The US dollar has rallied significantly during the trading session on Tuesday to show signs of resiliency. We have crashed into the ¥105 level, an area that is a large, round, psychologically significant figure and if we can break above the top of the candlestick for the trading session on Tuesday, then it is likely that we could go to the ¥106 level. Just above there, the 50 day EMA is sitting on the chart, and drafting lower. That should cause a certain amount of psychological and structural resistance, so it will be interesting to see how the market reacts to it.
The pair has been decidedly negative for some time, but it is getting a bit of a boost due to the fact that the US dollar got a bit of a bid. On the other hand, if we were to turn around and a breakdown below the hammer from the previous session, then we will go looking towards the ¥102 level. I believe that fading rallies will probably continue to be the best way to trade this market, so looking at the shorter-term charts is probably going to be the way we need to go forward.
Even if we break above the 50 day EMA, I find it difficult to imagine that we are simply going to take off to the upside, rather it is more likely that we will fade those rallies as well for a longer-term move. The market is not one that I feel comfortable buying until we clear the 200 day EMA above, which is basically at the ¥107.50 level. All things being equal, I am looking to jump on weakness when I see it and more importantly signs of exhaustion that can offer value in the Japanese yen.

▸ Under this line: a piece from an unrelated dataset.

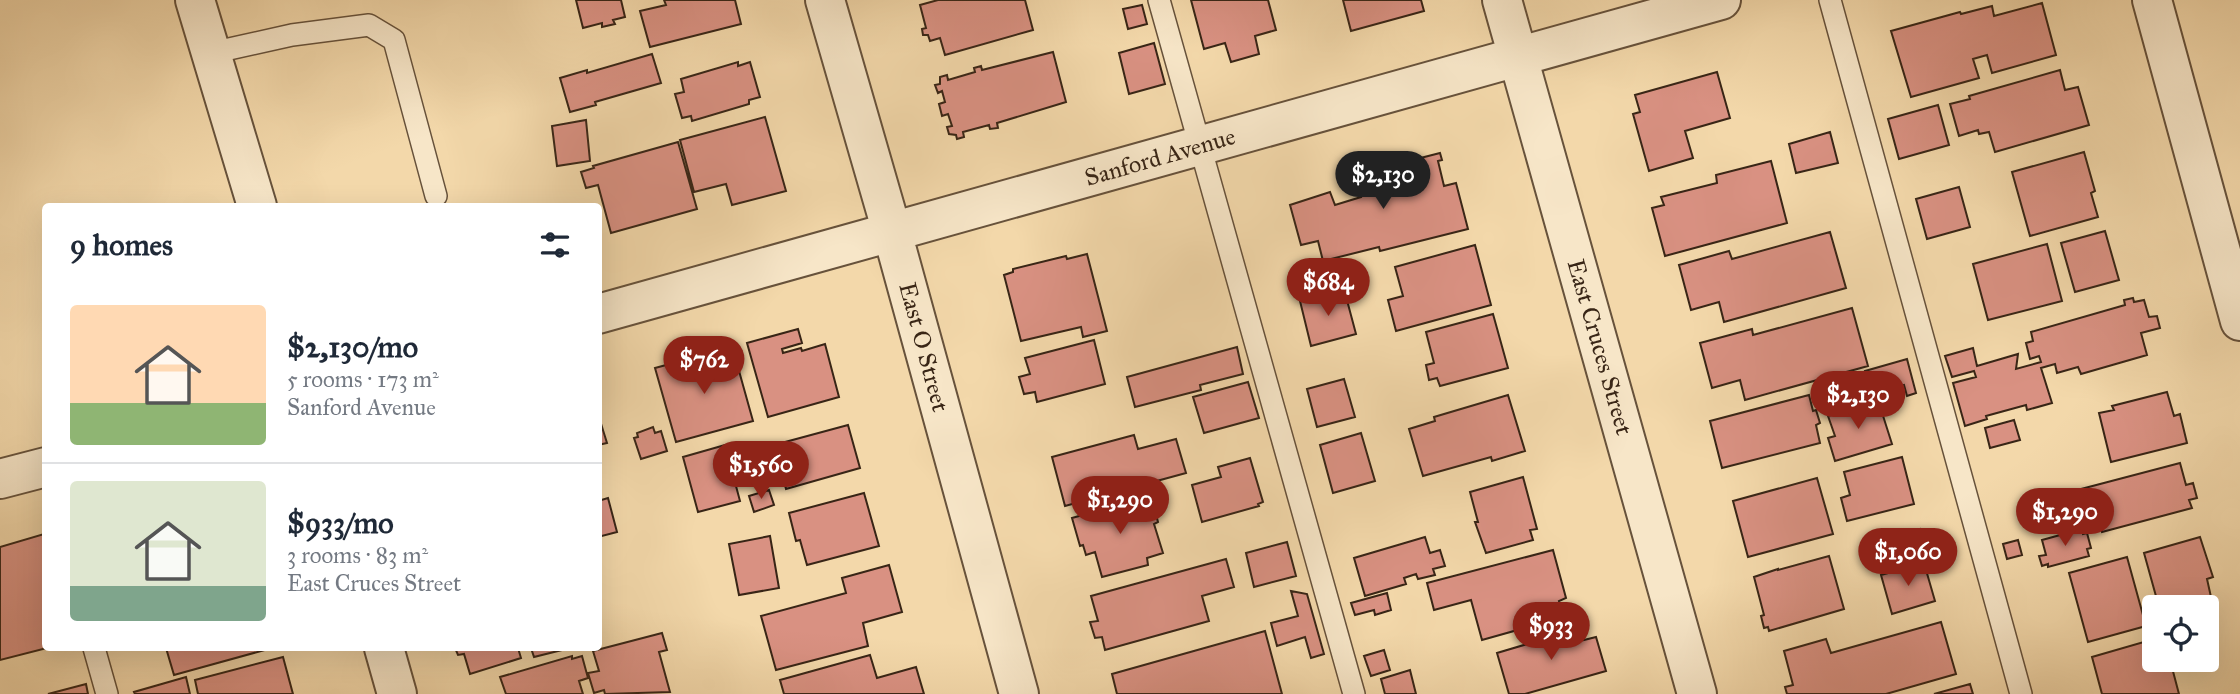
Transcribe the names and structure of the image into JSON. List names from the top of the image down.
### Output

All things being equal, I think that this is a pair that is going to be very choppy as we have seen multiple times over the last couple of weeks. It is interesting that we have pulled back a bit from the ¥105 level, so that shows you just how much trouble each round figure will probably be in this currency pair. Short-term traders will continue to jump back and forth in what is obviously a very volatile market. If we get some type of “risk-off move”, that could also favor the Japanese yen.